EXERCISE DIRECTIONS ▸
What lines in the data below mention the string "stream"? Copy them out.

DATA SECTION ▸
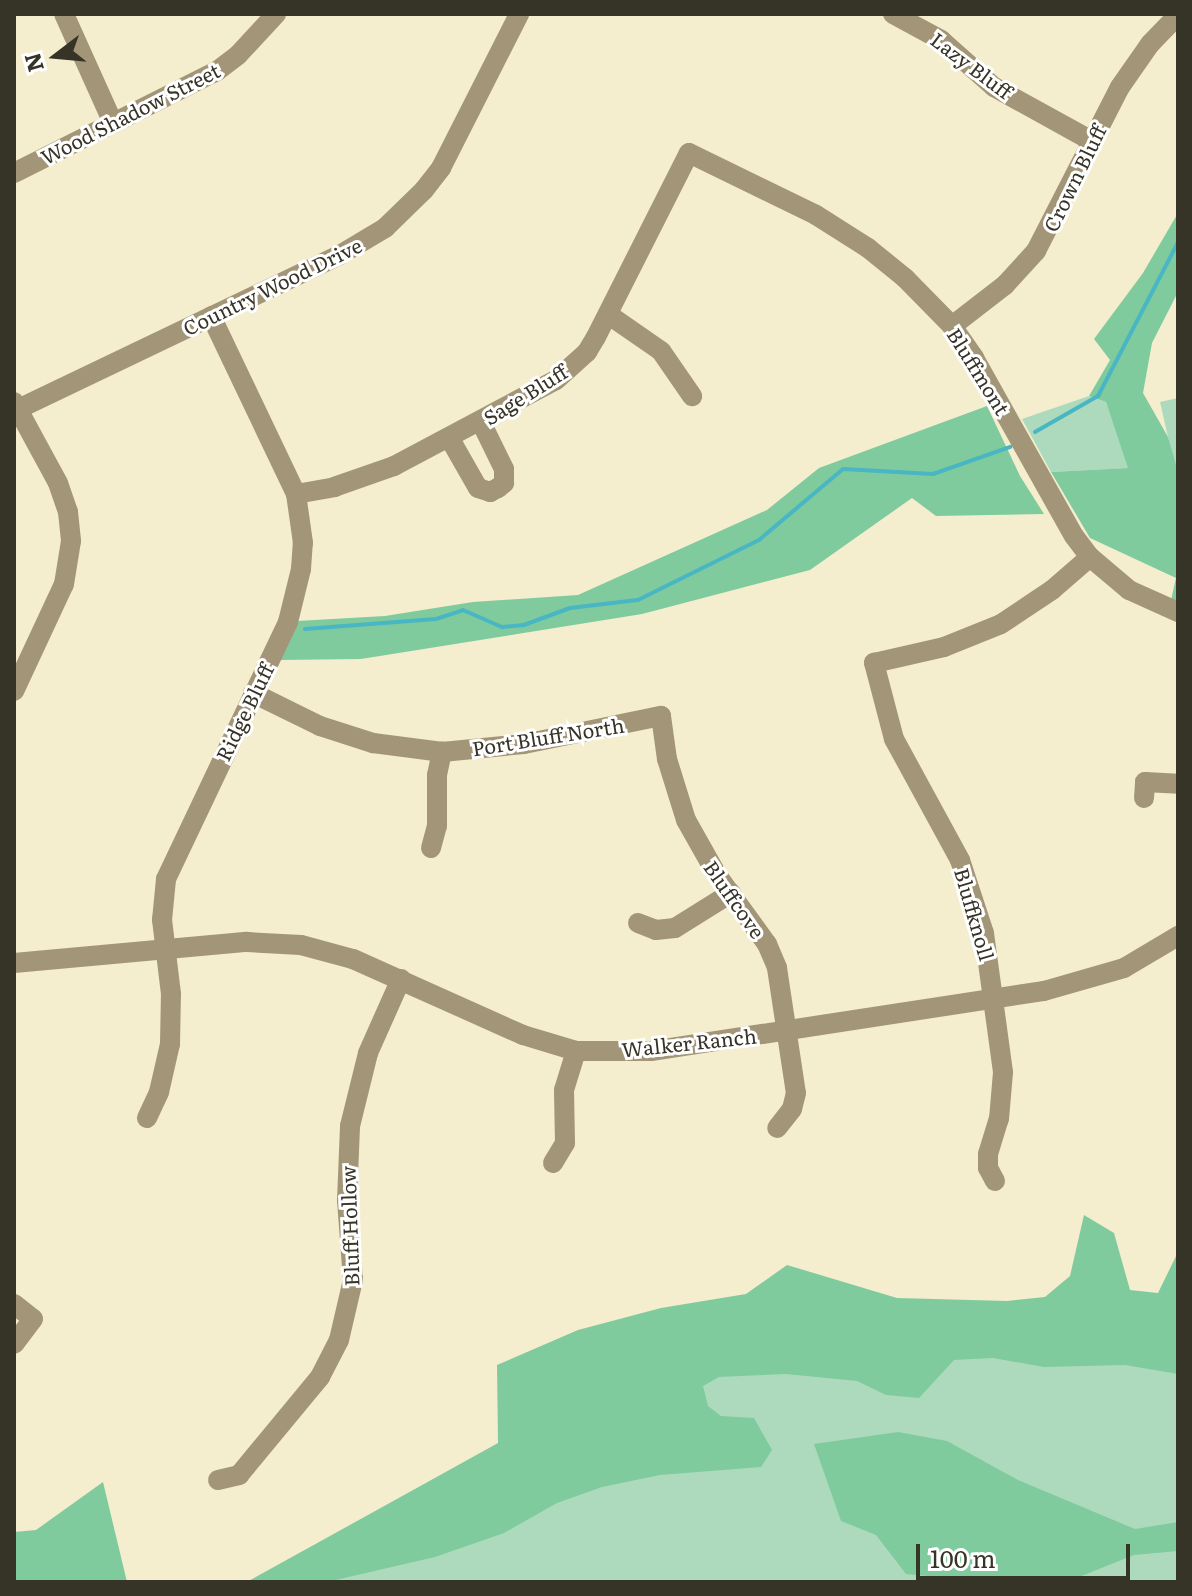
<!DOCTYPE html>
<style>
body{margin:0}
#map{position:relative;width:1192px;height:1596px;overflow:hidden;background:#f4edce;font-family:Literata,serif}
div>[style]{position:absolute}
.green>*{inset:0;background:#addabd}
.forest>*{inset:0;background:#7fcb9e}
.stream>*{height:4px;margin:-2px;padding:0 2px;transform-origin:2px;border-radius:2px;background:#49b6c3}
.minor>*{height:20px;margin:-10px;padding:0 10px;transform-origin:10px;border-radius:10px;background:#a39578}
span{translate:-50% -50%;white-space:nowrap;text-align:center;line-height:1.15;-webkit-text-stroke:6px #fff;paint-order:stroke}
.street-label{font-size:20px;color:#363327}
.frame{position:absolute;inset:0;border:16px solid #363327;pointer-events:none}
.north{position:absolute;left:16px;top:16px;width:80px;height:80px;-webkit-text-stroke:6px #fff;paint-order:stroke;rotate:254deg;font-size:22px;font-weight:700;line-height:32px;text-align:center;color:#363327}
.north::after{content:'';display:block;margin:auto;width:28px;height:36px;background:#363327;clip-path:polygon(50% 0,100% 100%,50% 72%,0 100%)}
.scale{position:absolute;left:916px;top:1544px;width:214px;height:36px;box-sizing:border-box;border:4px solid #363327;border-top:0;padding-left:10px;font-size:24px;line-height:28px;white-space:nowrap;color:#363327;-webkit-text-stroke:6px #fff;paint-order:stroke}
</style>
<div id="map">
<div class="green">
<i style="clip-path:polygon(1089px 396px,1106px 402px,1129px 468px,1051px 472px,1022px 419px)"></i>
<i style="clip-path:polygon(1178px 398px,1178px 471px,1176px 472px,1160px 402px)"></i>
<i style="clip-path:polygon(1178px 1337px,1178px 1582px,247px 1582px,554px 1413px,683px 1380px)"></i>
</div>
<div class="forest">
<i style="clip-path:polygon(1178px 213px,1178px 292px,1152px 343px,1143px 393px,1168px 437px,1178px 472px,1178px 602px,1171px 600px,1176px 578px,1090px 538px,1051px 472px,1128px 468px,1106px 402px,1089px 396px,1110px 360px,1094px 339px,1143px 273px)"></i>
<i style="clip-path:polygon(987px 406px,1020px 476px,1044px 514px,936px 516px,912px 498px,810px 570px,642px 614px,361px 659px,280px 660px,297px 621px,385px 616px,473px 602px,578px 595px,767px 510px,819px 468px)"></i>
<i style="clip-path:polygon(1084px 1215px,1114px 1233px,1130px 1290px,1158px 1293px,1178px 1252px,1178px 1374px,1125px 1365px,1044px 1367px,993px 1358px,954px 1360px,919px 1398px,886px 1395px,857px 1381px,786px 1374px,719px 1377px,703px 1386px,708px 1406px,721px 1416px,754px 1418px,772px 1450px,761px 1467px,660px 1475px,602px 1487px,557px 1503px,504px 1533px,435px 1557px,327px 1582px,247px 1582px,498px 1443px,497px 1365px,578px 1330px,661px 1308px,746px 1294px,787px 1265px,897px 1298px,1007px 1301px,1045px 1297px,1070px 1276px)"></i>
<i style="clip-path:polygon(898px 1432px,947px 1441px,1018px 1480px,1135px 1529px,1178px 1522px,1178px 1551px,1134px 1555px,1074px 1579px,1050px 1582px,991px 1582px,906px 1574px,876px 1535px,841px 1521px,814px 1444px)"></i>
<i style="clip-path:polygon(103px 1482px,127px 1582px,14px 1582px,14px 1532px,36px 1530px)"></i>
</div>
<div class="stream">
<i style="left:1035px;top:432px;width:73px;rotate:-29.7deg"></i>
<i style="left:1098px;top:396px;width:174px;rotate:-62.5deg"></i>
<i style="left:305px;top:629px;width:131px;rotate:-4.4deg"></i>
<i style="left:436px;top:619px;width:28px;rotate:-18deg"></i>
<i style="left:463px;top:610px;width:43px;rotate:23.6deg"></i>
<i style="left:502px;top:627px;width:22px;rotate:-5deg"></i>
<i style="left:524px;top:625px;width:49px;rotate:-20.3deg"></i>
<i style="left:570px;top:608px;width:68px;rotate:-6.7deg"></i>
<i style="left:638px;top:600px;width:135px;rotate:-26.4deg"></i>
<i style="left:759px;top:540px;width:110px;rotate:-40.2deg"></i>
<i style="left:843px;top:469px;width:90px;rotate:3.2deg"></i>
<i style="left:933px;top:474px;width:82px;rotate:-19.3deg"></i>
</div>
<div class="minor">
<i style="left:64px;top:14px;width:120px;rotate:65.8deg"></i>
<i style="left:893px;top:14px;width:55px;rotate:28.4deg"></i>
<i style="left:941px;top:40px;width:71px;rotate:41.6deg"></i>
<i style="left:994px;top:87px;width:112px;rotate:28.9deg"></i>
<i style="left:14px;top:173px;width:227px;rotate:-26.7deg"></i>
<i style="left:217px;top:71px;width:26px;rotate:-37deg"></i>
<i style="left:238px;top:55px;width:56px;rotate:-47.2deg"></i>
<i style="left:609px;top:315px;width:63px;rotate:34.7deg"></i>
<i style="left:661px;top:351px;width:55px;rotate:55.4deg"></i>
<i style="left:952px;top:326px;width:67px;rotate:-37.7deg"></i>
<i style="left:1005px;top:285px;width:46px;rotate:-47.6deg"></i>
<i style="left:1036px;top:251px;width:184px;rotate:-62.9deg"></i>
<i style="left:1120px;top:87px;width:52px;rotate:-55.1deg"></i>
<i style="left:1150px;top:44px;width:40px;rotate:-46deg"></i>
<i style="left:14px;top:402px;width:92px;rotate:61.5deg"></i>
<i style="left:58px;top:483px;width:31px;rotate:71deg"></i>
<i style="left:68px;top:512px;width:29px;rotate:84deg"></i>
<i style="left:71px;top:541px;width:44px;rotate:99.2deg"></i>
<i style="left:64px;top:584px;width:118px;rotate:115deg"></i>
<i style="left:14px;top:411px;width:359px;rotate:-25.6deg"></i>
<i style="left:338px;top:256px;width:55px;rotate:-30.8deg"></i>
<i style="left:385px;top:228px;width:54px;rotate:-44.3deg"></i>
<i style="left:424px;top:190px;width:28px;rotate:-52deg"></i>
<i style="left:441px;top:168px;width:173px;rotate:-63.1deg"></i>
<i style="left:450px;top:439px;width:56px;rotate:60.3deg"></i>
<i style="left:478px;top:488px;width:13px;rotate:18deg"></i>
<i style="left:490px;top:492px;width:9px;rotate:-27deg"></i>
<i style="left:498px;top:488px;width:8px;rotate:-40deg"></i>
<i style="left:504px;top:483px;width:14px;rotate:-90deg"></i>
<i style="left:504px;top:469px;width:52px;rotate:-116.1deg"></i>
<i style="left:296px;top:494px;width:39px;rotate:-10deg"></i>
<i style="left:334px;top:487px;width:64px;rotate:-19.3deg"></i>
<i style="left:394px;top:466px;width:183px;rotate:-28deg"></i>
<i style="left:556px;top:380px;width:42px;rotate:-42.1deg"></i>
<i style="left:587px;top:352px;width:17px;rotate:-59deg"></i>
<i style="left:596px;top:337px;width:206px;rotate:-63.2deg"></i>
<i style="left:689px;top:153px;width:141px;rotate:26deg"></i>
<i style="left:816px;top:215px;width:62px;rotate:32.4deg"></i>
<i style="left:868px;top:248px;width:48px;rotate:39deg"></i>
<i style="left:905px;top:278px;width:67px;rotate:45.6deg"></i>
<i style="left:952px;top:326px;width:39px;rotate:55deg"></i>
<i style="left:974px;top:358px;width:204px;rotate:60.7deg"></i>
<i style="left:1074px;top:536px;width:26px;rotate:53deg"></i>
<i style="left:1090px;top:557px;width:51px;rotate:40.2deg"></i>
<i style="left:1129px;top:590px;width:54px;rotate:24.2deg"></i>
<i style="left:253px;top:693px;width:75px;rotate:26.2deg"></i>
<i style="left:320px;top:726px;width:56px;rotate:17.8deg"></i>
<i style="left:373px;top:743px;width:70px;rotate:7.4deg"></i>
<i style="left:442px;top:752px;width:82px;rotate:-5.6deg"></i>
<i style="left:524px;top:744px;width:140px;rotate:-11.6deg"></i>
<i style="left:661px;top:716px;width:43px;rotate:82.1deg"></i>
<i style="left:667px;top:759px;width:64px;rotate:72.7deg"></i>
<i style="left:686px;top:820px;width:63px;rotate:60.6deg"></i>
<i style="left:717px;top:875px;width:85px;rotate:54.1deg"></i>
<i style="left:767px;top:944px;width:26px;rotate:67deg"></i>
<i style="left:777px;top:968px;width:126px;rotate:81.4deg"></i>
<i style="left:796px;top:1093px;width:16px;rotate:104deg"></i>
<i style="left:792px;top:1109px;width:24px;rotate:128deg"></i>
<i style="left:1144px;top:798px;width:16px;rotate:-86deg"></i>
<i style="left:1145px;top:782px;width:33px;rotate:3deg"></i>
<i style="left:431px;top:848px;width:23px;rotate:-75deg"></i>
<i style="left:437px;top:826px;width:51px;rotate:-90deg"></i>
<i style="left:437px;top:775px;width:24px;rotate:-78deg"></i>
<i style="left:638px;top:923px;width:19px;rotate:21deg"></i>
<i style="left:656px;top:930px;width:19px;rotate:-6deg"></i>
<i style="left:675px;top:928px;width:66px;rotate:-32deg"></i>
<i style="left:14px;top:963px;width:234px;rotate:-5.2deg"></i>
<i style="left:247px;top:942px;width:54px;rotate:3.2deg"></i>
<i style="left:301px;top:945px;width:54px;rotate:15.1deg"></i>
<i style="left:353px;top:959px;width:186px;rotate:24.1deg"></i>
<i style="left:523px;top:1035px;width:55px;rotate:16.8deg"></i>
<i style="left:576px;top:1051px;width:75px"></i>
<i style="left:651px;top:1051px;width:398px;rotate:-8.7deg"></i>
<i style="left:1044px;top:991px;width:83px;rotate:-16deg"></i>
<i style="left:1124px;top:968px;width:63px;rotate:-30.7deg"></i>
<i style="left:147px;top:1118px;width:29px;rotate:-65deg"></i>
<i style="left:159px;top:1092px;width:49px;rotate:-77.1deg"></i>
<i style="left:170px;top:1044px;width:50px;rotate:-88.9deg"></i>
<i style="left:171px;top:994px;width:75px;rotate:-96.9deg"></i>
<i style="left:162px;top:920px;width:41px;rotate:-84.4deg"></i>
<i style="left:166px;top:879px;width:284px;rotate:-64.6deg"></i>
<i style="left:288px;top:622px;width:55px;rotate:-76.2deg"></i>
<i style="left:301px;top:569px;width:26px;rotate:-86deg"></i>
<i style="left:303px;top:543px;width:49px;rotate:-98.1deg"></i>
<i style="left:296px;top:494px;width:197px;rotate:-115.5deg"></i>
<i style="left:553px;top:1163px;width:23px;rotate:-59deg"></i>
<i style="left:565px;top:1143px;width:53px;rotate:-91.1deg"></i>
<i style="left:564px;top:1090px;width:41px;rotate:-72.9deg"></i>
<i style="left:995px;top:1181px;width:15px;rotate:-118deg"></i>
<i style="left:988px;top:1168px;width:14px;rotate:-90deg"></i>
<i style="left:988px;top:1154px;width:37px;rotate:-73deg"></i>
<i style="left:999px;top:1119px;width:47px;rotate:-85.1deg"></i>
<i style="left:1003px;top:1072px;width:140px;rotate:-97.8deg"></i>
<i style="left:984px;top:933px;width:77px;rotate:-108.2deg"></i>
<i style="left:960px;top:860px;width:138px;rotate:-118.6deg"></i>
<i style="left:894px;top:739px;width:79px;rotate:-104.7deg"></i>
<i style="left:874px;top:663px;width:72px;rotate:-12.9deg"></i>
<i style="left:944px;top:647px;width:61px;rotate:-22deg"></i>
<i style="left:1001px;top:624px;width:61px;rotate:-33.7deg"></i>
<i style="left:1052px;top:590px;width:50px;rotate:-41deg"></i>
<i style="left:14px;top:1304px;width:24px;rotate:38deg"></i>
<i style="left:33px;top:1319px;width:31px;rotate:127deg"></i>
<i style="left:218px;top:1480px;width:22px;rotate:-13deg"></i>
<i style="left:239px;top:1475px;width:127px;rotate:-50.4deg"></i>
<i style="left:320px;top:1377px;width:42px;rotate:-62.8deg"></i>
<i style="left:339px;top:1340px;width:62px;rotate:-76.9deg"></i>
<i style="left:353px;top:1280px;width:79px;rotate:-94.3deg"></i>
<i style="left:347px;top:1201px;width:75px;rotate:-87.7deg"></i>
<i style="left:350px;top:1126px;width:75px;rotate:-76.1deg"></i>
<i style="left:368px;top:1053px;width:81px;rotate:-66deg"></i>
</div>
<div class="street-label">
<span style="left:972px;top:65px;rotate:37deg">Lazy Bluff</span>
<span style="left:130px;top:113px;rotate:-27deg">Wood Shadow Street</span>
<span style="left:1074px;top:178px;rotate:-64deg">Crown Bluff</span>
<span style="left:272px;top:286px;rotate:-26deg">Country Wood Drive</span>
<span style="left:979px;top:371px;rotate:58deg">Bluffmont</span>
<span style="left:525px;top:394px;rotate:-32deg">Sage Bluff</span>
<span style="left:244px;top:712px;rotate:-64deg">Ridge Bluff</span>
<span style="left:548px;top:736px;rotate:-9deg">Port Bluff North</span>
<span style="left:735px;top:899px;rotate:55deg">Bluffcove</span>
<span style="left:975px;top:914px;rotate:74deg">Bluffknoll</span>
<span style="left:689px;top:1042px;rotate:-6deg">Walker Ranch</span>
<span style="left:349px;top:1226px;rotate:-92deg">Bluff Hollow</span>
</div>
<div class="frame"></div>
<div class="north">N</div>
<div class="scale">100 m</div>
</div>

OUTPUT OF THE TASK ▸
.stream>*{height:4px;margin:-2px;padding:0 2px;transform-origin:2px;border-radius:2px;background:#49b6c3}
<div class="stream">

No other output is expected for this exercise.